■ EXERCISE
Check each line of the data for "major" and select those that have it.

(SUPPLIED RECORDS begins)

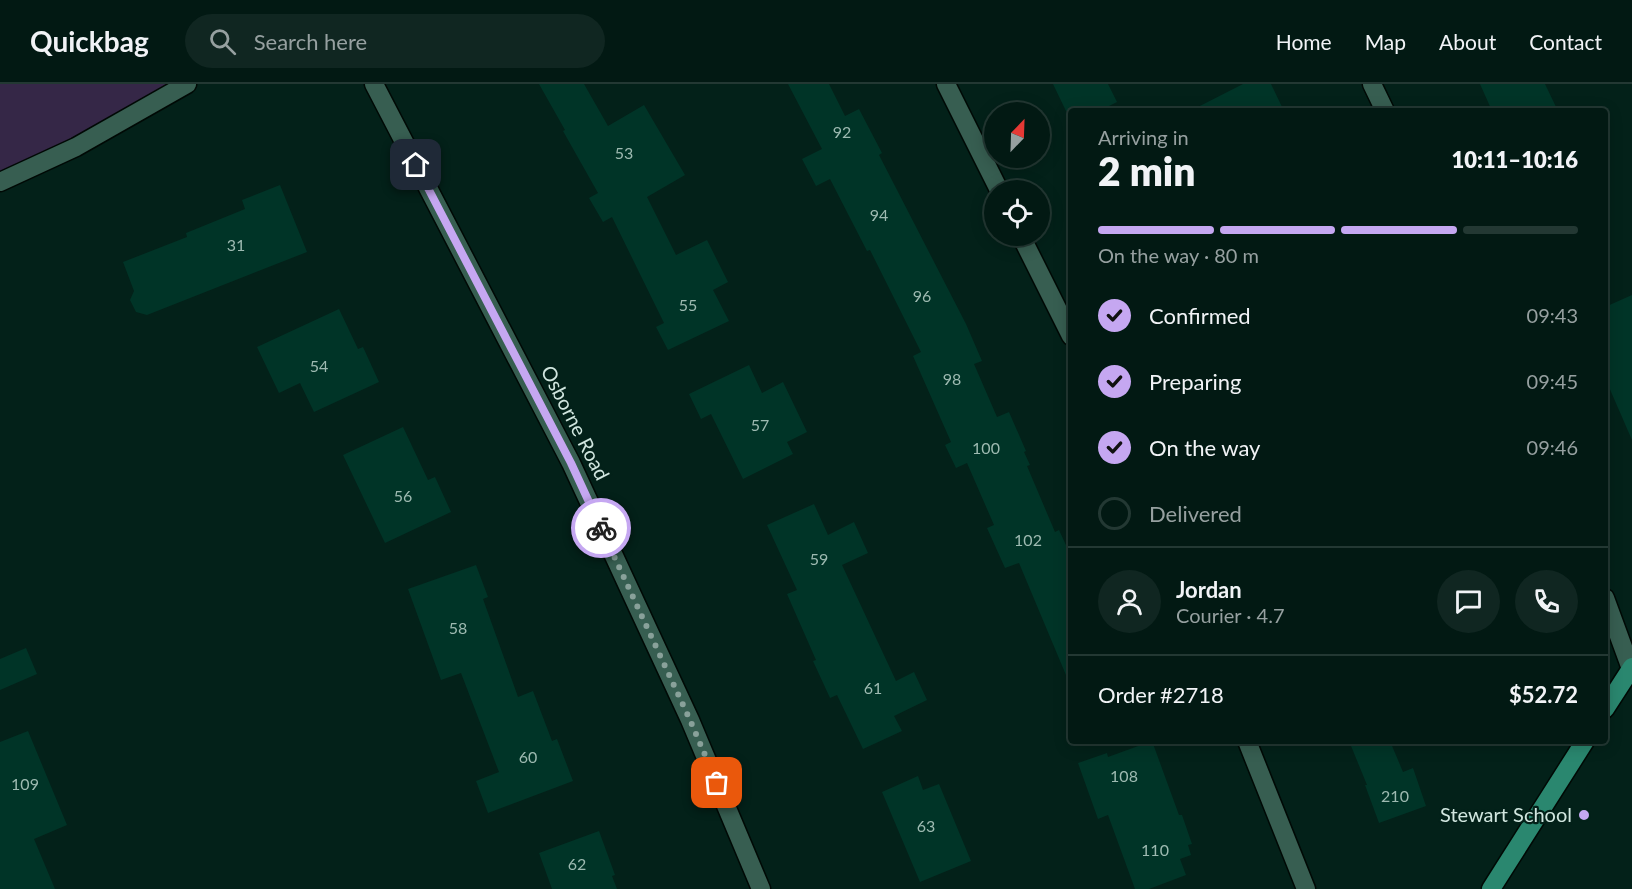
<!DOCTYPE html>
<html lang="en">
<head>
<meta charset="utf-8">
<style>
	body { margin:0; font-family:Lato,sans-serif; background:#102621; color:#f1f3f6; height:100vh; display:flex; flex-direction:column; font-size:22px; white-space:nowrap }
	* { box-sizing:border-box; margin:0 }
	p { font-size:20px; color:#96a0a0 }
	.icon { flex:none; width:33px; height:33px; fill:none; stroke:currentColor; stroke-width:2; stroke-linecap:round; stroke-linejoin:round }
	.map { position:relative; flex:1; overflow:hidden }
	.sheet { position:absolute; left:1068px; top:24px; width:540px; height:636px; display:flex; flex-direction:column; background:#021913; border-radius:6px; box-shadow:0 3px 15px #0003,0 0 0 2px #233833 }
	.sheet>* { flex:none }
	.needle { width:39px; rotate:23deg }
	.buttons { position:absolute; left:984px; top:18px; display:grid; gap:12px }
	.buttons a { display:grid; place-items:center; width:66px; height:66px; border-radius:50%; background:#021913; box-shadow:0 3px 15px #0003,0 0 0 2px #233833; font-size:30px }
	.pin { position:absolute; display:grid; place-items:center; width:51px; height:51px; color:#fff; margin:-26px; border-radius:12px; box-shadow:0 3px 9px #0006 }
	.courier { position:absolute; display:grid; place-items:center; width:60px; height:60px; margin:-30px; border:4px solid #c5a7f1; border-radius:50%; background:#fff; color:#222; box-shadow:0 2px 8px #0007 }
	.overview em { font-style:normal; font-weight:800 }
	.overview div { display:flex; flex-direction:column-reverse }
	.overview { display:flex; align-items:center; justify-content:space-between; height:102px; padding:0 30px }
	h1 { font-size:39px; font-weight:800; line-height:45px }
	.bar { display:grid; grid-template-columns:repeat(4,1fr); gap:9px 6px; align-content:center; height:72px; padding:0 30px }
	.bar i { height:8px; border-radius:4px; background:#233833 }
	.bar .on { background:#c5a7f1 }
	.bar p { grid-column:span 4 }
	.line { display:flex; align-items:center; gap:15px; padding:0 30px; border-top:2px solid #233833 }
	.line div { flex:1 }
	.round { display:grid; place-items:center; flex:none; width:63px; height:63px; border-radius:32px; background:#102621 }
	ol { padding:0 30px; list-style:none }
	li { display:flex; align-items:center; gap:18px; height:66px }
	li p { margin-inline-start:auto }
	li .icon { padding:6px; border-radius:50%; background:#c5a7f1; color:#111; stroke-width:4 }
	li:last-child { color:#96a0a0 }
	li i { width:33px; height:33px; border:3px solid #233833; border-radius:50% }
	header { display:flex; align-items:center; gap:36px; box-sizing:border-box; height:84px; padding:0 30px; background:#021913; border-bottom:2px solid #233833 }
	header strong { font-size:28px }
	nav { display:flex; gap:33px; margin-inline-start:auto; font-size:21px }
	.search { width:420px; height:54px; background:#102621; display:flex; align-items:center; gap:15px; box-sizing:border-box; padding:0 21px; border-radius:33px; color:#96a0a0; font-size:22px }
	.map>svg:first-child { display:block }
	.green { fill:#352747 }
	.building { fill:#003427 }
	.lines { fill:none; stroke-linecap:round; stroke-linejoin:round }
	.minor-casing { stroke:#000905; stroke-width:21 }
	.major-casing { stroke:#000905; stroke-width:21 }
	.minor { stroke:#375e51; stroke-width:18 }
	.major { stroke:#2a876f; stroke-width:18 }
	.done { stroke:#89a19a; stroke-width:6; stroke-dasharray:0 10.8 }
	.route { stroke:#c5a7f1; stroke-width:8 }
	.poi-dot { fill:#c5a7f1; stroke:#032119; stroke-width:2 }
	.labels { text-anchor:middle; stroke-width:4.5; stroke-linejoin:round; paint-order:stroke }
	.number-label { font-size:16px; fill:#9dbab1 }
	.street-label { font-size:20px; fill:#d1e6df; stroke:#032119 }
	.poi-label { font-size:20px; fill:#d1e6df; stroke:#032119; text-anchor:end }
</style>
</head>
<body>
<header>
<strong>Quickbag</strong>
<div class="search"><svg class="icon" aria-label="search" viewBox="0 0 24 24"><circle cx="10" cy="10" r="6"/><path d="M15 15l6 6"/></svg>Search here</div>
<nav><a>Home</a><a>Map</a><a>About</a><a>Contact</a></nav>
</header>
<div class="map">
<svg width="1632" height="805" viewBox="0 0 1632 805">
	<rect width="100%" height="100%" fill="#032119"/>
	<!-- green -->
	<path class="green" d="M0,0H187L0,98Z"/>
	<!-- building -->
	<g class="building">
		<path d="M539,0H584L608,42L644,21L685,91L647,113L676,171L707,156L728,198L713,206L729,237L668,266L656,243L664,239L612,133L603,138L589,114L598,109L563,47L565,46Z"/>
		<path d="M788,0H829L845,32L859,25L882,69L879,71L966,240L982,277L974,280L997,333L1009,328L1026,367L1024,368L1030,381L1027,382L1055,448L1059,446L1071,472V603L1019,479L1005,484L987,444L994,441L967,379L956,384L945,361L951,358L913,272L921,268L870,166L867,167L830,95L816,102L802,75L822,65Z"/>
		<path d="M1053,0H1108L1117,18L1099,27H1066Z"/>
		<path d="M1243,0H1271L1284,27H1190Z"/>
		<path d="M1480,0H1545L1558,27H1492Z"/>
		<path d="M280,101L307,168L147,231L136,228L130,216L134,207L123,178L187,153L186,149L245,125L242,116Z"/>
		<path d="M1632,211V356L1605,294V223Z"/>
		<path d="M339,225L358,265L363,263L379,298L314,328L300,299L279,309L257,263Z"/>
		<path d="M749,281L762,309L783,298L807,348L787,358L793,370L743,395L711,330L701,335L689,310Z"/>
		<path d="M403,343L428,396L435,393L451,428L385,459L343,371Z"/>
		<path d="M814,420L828,451L854,438L868,469L842,481L896,597L914,588L927,616L894,632L902,647L863,665L837,611L830,614L813,577L816,576L787,510L797,506L767,441Z"/>
		<path d="M476,481L488,513L483,515L518,613L533,607L552,657L557,655L573,697L488,729L476,697L499,688L461,589L441,596L408,505Z"/>
		<path d="M26,564L37,590L0,606V575Z"/>
		<path d="M28,647L67,741L34,755L55,805H0V658Z"/>
		<path d="M1152,657L1179,731H1182L1192,760L1188,761L1191,771L1180,775L1186,791L1149,805H1135L1108,731L1098,735L1078,679L1107,669L1108,673Z"/>
		<path d="M1349,657H1390L1403,688L1413,684L1426,722L1379,739L1365,701H1367Z"/>
		<path d="M918,692L923,706L939,700L971,777L920,798L882,708Z"/>
		<path d="M599,747L615,791L612,792L617,805H552L539,769Z"/>
	</g>
	<g class="lines">
		<!-- minor casing -->
		<g class="minor-casing">
			<g id="minor">
				<path d="M374,0L571,379L690,636L761,805"/>
				<path d="M946,0L999,106"/>
				<path d="M1372,0L1385,27"/>
				<path d="M0,98L76,63L187,0"/>
				<path d="M1021,152L1071,252"/>
				<path d="M1605,514L1631,585"/>
				<path d="M1247,657L1306,805"/>
			</g>
		</g>
		<!-- major casing -->
		<g class="major-casing">
			<g id="major">
				<path d="M1605,625L1632,583"/>
				<path d="M1491,805L1585,657"/>
			</g>
		</g>
		<!-- minor -->
		<use href="#minor" class="minor"/>
		<!-- major -->
		<use href="#major" class="major"/>
	</g>
	<g class="lines">
		<!-- done -->
		<path class="done" d="M601,444L690,636L717,699"/>
		<!-- route -->
		<path class="route" d="M416,81L571,379L601,444"/>
	</g>
	<!-- markers -->
	<circle class="poi-dot" cx="1584" cy="731" r="6"/>
	<g class="labels">
		<!-- number labels -->
		<g class="number-label">
			<text x="842" y="54">92</text>
			<text x="624" y="75">53</text>
			<text x="879" y="137">94</text>
			<text x="236" y="167">31</text>
			<text x="922" y="218">96</text>
			<text x="688" y="227">55</text>
			<text x="319" y="288">54</text>
			<text x="952" y="301">98</text>
			<text x="760" y="347">57</text>
			<text x="986" y="370">100</text>
			<text x="403" y="418">56</text>
			<text x="1028" y="462">102</text>
			<text x="819" y="481">59</text>
			<text x="458" y="550">58</text>
			<text x="873" y="610">61</text>
			<text x="528" y="679">60</text>
			<text x="1124" y="698">108</text>
			<text x="25" y="706">109</text>
			<text x="1395" y="718">210</text>
			<text x="926" y="748">63</text>
			<text x="1155" y="772">110</text>
			<text x="577" y="786">62</text>
		</g>
		<!-- street labels -->
		<g class="street-label">
			<text transform="translate(575 339) rotate(63)" y="7">Osborne Road</text>
		</g>
		<!-- poi labels -->
		<g class="poi-label">
			<text x="1572" y="738">Stewart School</text>
		</g>
	</g>
</svg>
<div class="buttons">
<a><svg class="needle" viewBox="-14 -14 28 28"><path d="M0-13l5 13h-10z" fill="#e53935"/><path d="M0 13l5-13h-10z" fill="#96a0a0"/></svg></a>
<a><svg class="icon" aria-label="locate" viewBox="0 0 24 24"><circle cx="12" cy="12" r="6"/><path d="M12 2v4M12 18v4M2 12h4M18 12h4"/></svg></a>
</div>
<div class="pin" style="left:717px;top:699px;background:#ea580c"><svg class="icon" aria-label="bag" viewBox="0 0 24 24"><path d="M5 8h14l-1 12H6zM9 8a3 3 0 0 1 6 0"/></svg></div>
<div class="pin" style="left:416px;top:81px;background:#1f2937"><svg class="icon" aria-label="home" viewBox="0 0 24 24"><path d="M3 11l9-7 9 7M6 9v11h12V9"/></svg></div>
<div class="courier" style="left:601px;top:444px"><svg class="icon" aria-label="bike" viewBox="0 0 24 24"><circle cx="6" cy="16" r="4"/><circle cx="18" cy="16" r="4"/><path d="M6 16l4-8h5l3 8M10 8l3 8H6M13 5h3"/></svg></div>
<section class="sheet">
<div class="overview"><div><h1>2 min</h1><p>Arriving in</p></div><em>10:11–10:16</em></div>
<div class="bar"><i class="on"></i><i class="on"></i><i class="on"></i><i></i><p>On the way · 80 m</p></div>
<ol>
<li><svg class="icon" aria-label="check" viewBox="0 0 24 24"><path d="M5 12l5 5 9-10"/></svg>Confirmed<p>09:43</p></li>
<li><svg class="icon" aria-label="check" viewBox="0 0 24 24"><path d="M5 12l5 5 9-10"/></svg>Preparing<p>09:45</p></li>
<li><svg class="icon" aria-label="check" viewBox="0 0 24 24"><path d="M5 12l5 5 9-10"/></svg>On the way<p>09:46</p></li>
<li><i></i>Delivered</li>
</ol>
<div class="line" style="height:108px"><a class="round"><svg class="icon" aria-label="person" viewBox="0 0 24 24"><circle cx="12" cy="8" r="4"/><path d="M4 21q1-7 8-7t8 7"/></svg></a><div><b>Jordan</b><p>Courier · 4.7</p></div><a class="round"><svg class="icon" aria-label="chat" viewBox="0 0 24 24"><path d="M4 5h16v11H9l-5 4z"/></svg></a><a class="round"><svg class="icon" aria-label="phone" viewBox="0 0 24 24"><path d="M5 4h4l2 5-3 2q2 4 5 5l2-3 5 2v4C11 20 4 13 5 4z"/></svg></a></div>
<div class="line" style="height:78px"><div>Order #2718</div><b>$52.72</b></div>
</section>
</div>
</body>
</html>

(SUPPLIED RECORDS ends)

■ TASK ANSWER
	.major-casing { stroke:#000905; stroke-width:21 }
	.major { stroke:#2a876f; stroke-width:18 }
		<!-- major casing -->
		<g class="major-casing">
			<g id="major">
		<!-- major -->
		<use href="#major" class="major"/>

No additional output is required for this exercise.